Wow - these types of changes make it hard to justify using Netlify for static hosting if your contributing team will even possibly grow. Once you get more than 7 contributors for the codebase you have to switch to an enterprise plan ($$) is a scary cliff. What fundamentally changes in hosting costs when I get that extra team member? The pricing structure feels very illogical - are they really adding that much more value in hosting my site just because I have more contributors? Everyone knows exactly what this is - a desperate attempt for cash flow.


It also seems like an unconscious acknowledgement that their add-on services (form handling, post-processing, identity, analytics, auth, etc.) are woefully inadequate in some cases and uncompetitive in others. $20/mo for form handling beyond 100 submissions? Okay, maybe. But the feature set is so bare it's laughable. There's minimal to no customization for notification emails, no confirmation emails, and their post-processing for form detection will bring the speed of your build pipeline to its knees on any serious site. On one site turning off post-processing yielded a build time reduction of more than double the actual build time of the site.

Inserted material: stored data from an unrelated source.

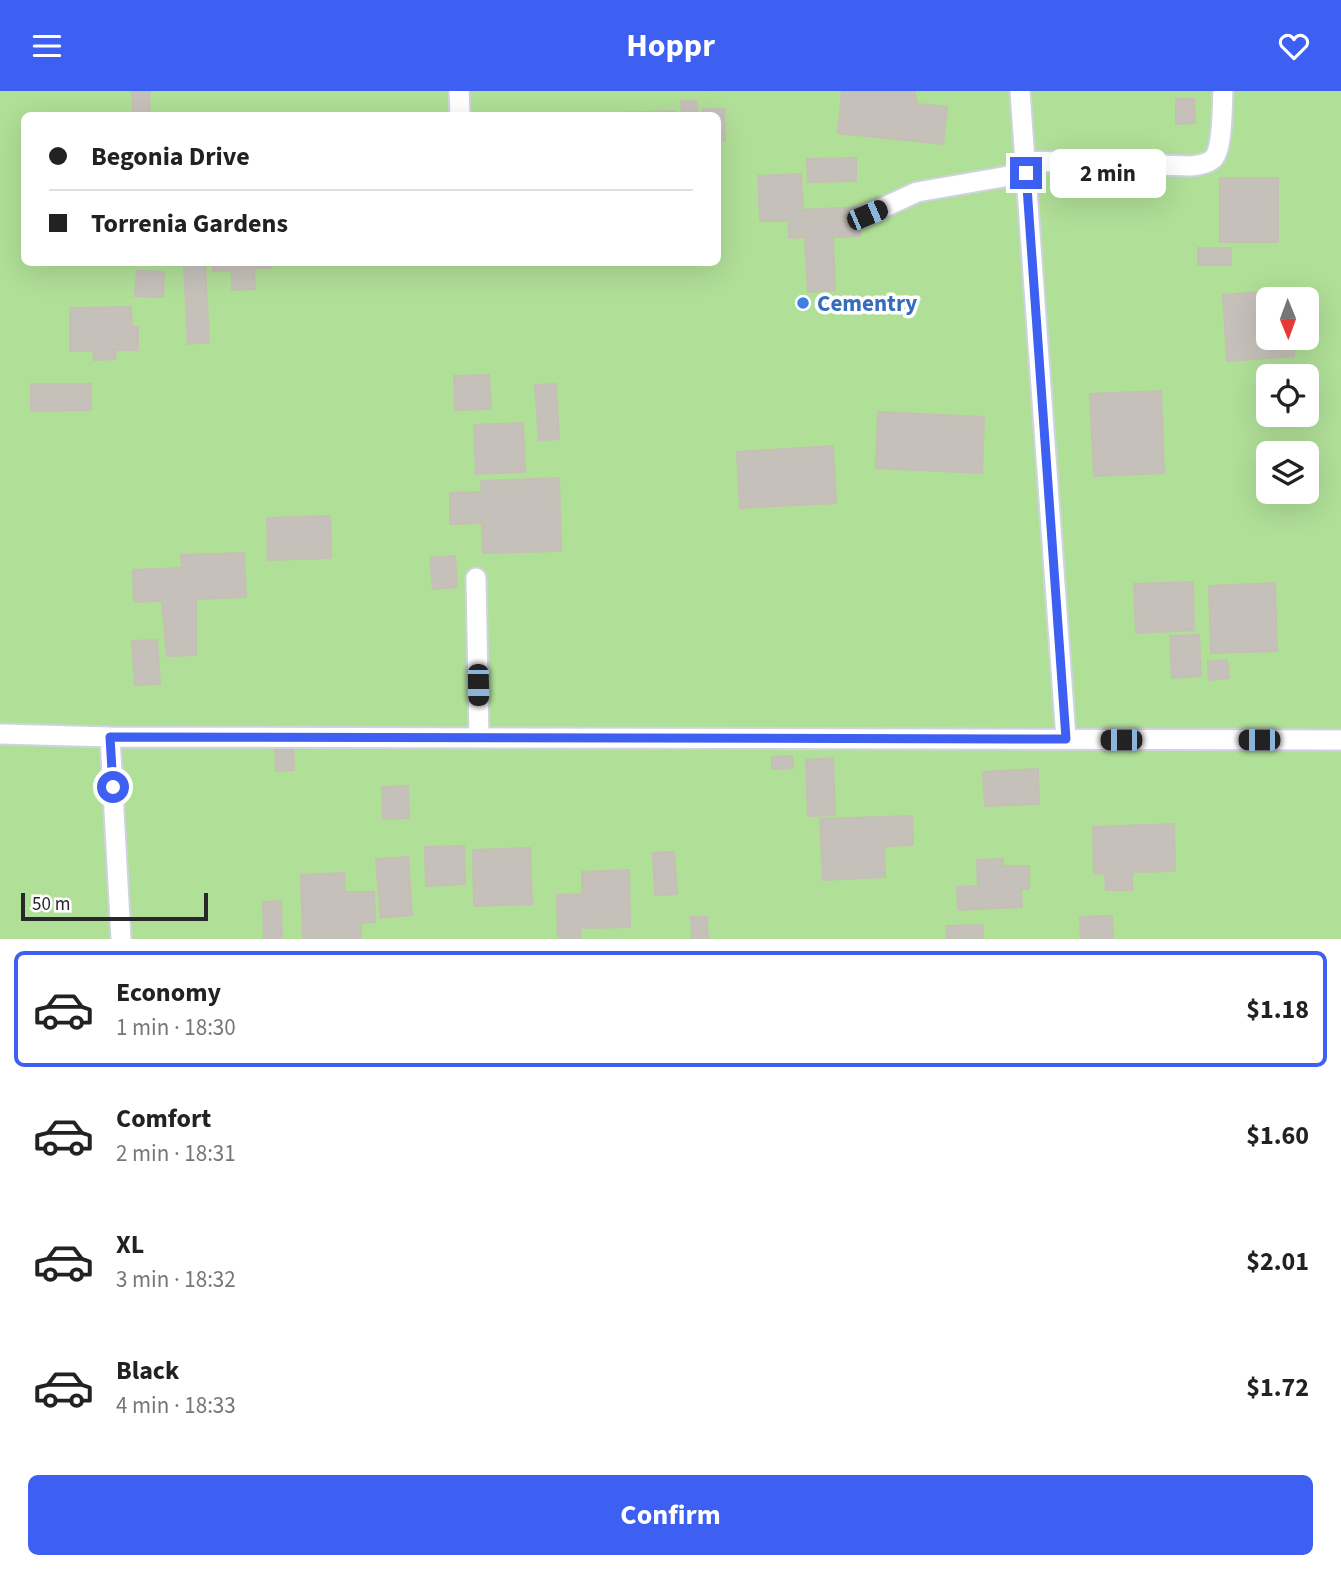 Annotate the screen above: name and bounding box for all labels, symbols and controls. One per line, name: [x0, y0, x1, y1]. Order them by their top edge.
text: Hoppr: [626, 23, 715, 69]
icon: menu: [28, 27, 66, 65]
icon: heart: [1275, 27, 1313, 65]
text: Begonia Drive: [91, 138, 250, 175]
callout: 2 min: [1050, 148, 1166, 197]
route end: [1010, 157, 1042, 189]
text: 2 min: [1080, 157, 1136, 190]
car: [844, 197, 891, 233]
text: Torrenia Gardens: [91, 205, 288, 242]
place label: Cementry: [817, 287, 917, 320]
north arrow: [1256, 287, 1320, 350]
map controls: [1256, 287, 1319, 504]
marker: Cementry: [795, 295, 811, 311]
button: locate: [1256, 364, 1319, 427]
button: layers: [1256, 441, 1319, 504]
car: [468, 664, 489, 706]
car: [1101, 730, 1143, 751]
car: [1239, 730, 1281, 751]
route start: [97, 771, 129, 803]
scale bar: [21, 890, 208, 922]
text: 50 m: [32, 891, 70, 918]
text: Economy: [116, 974, 221, 1011]
icon: car: [32, 978, 95, 1041]
text: $1.18: [1246, 991, 1309, 1028]
text: 1 min · 18:30: [116, 1011, 236, 1044]
text: Comfort: [116, 1100, 211, 1137]
icon: car: [32, 1104, 95, 1167]
text: $1.60: [1246, 1117, 1309, 1154]
text: 2 min · 18:31: [116, 1137, 236, 1170]
text: XL: [116, 1226, 144, 1263]
icon: car: [32, 1230, 95, 1293]
text: $2.01: [1246, 1243, 1309, 1280]
text: 3 min · 18:32: [116, 1263, 236, 1296]
text: Black: [116, 1352, 179, 1389]
icon: car: [32, 1356, 95, 1419]
text: $1.72: [1246, 1369, 1309, 1406]
text: 4 min · 18:33: [116, 1389, 236, 1422]
button: Confirm: [28, 1475, 1313, 1555] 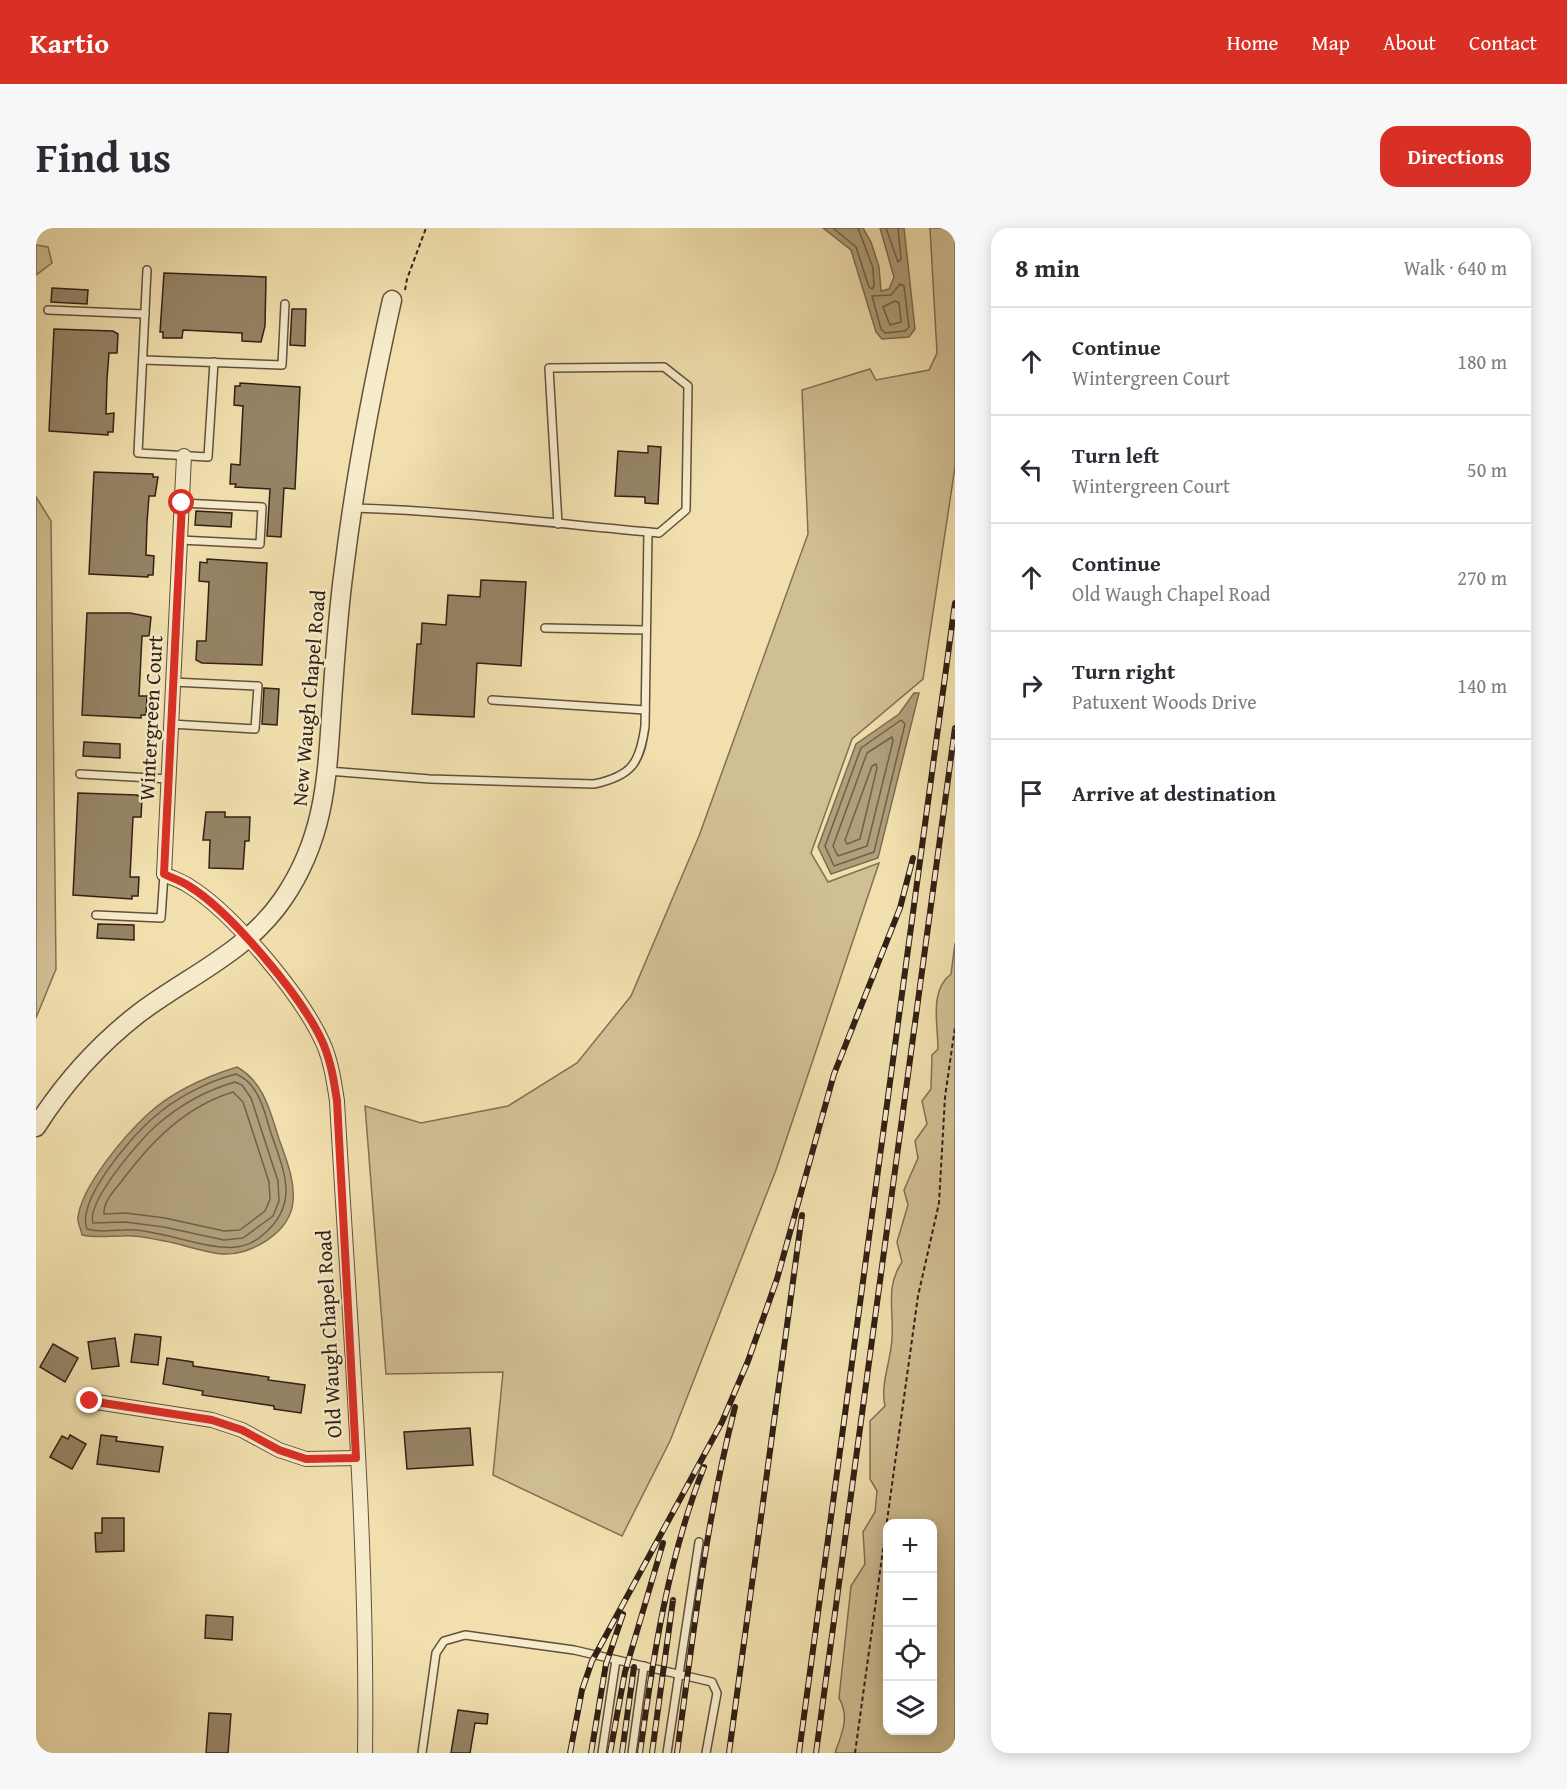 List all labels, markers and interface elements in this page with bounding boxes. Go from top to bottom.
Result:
text: Kartio [30,22,109,63]
text: Home [1227,27,1278,58]
text: Map [1311,27,1350,58]
text: About [1383,27,1436,58]
text: Contact [1469,27,1537,58]
text: Find us [36,126,171,187]
button: Directions [1380,126,1531,187]
text: 8 min [1015,248,1080,287]
text: Walk · 640 m [1404,253,1507,282]
text: Continue [1072,331,1161,363]
icon: ahead [1015,345,1048,378]
text: 180 m [1457,347,1507,376]
text: Wintergreen Court [1072,363,1230,392]
text: Turn left [1072,439,1159,471]
icon: left [1015,453,1048,486]
text: 50 m [1467,455,1507,484]
text: Wintergreen Court [1072,471,1230,500]
route start [168,489,194,515]
text: Continue [1072,547,1161,579]
icon: ahead [1015,561,1048,594]
text: 270 m [1457,563,1507,592]
text: Old Waugh Chapel Road [1072,579,1271,608]
street label: New Waugh Chapel Road [284,588,333,807]
street label: Wintergreen Court [131,634,170,802]
text: Turn right [1072,655,1175,687]
icon: right [1015,669,1048,702]
text: 140 m [1457,671,1507,700]
text: Patuxent Woods Drive [1072,687,1257,716]
icon: arrive [1015,777,1048,810]
text: Arrive at destination [1072,777,1276,809]
street label: Old Waugh Chapel Road [308,1228,349,1439]
route end [76,1387,102,1413]
map controls [883,1519,937,1735]
button: + [883,1519,937,1573]
button: − [883,1573,937,1627]
button: locate [883,1627,937,1681]
button: layers [883,1681,937,1735]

Not to mention the fact that by foregoing any concept of a server and forcing everything into some flavor of lambda they've created a scenario where every framework with any such functionality requires open source shepherding to function on their platform[0]. At best they've diluted their initial mission and at worst they've created an unmanageable mess. They can't even make Next.js work on their platform without causing what should issue 404s to return 500s instead[1]. The SEO implications for that are a potential death sentence and that issue has now been open for five months.

I was very optimistic about Netlify at the outset, and it worked great and still continues to work great for our test cases where we've deployed individual LPs. Where the pain seems to start is anything above a thousand pages or more, which is also coincidentally where the stakes start to get higher. I don't know how they could expect anyone at an enterprise or growing business to seriously scrutinize this platform and view it as ideal with that in mind.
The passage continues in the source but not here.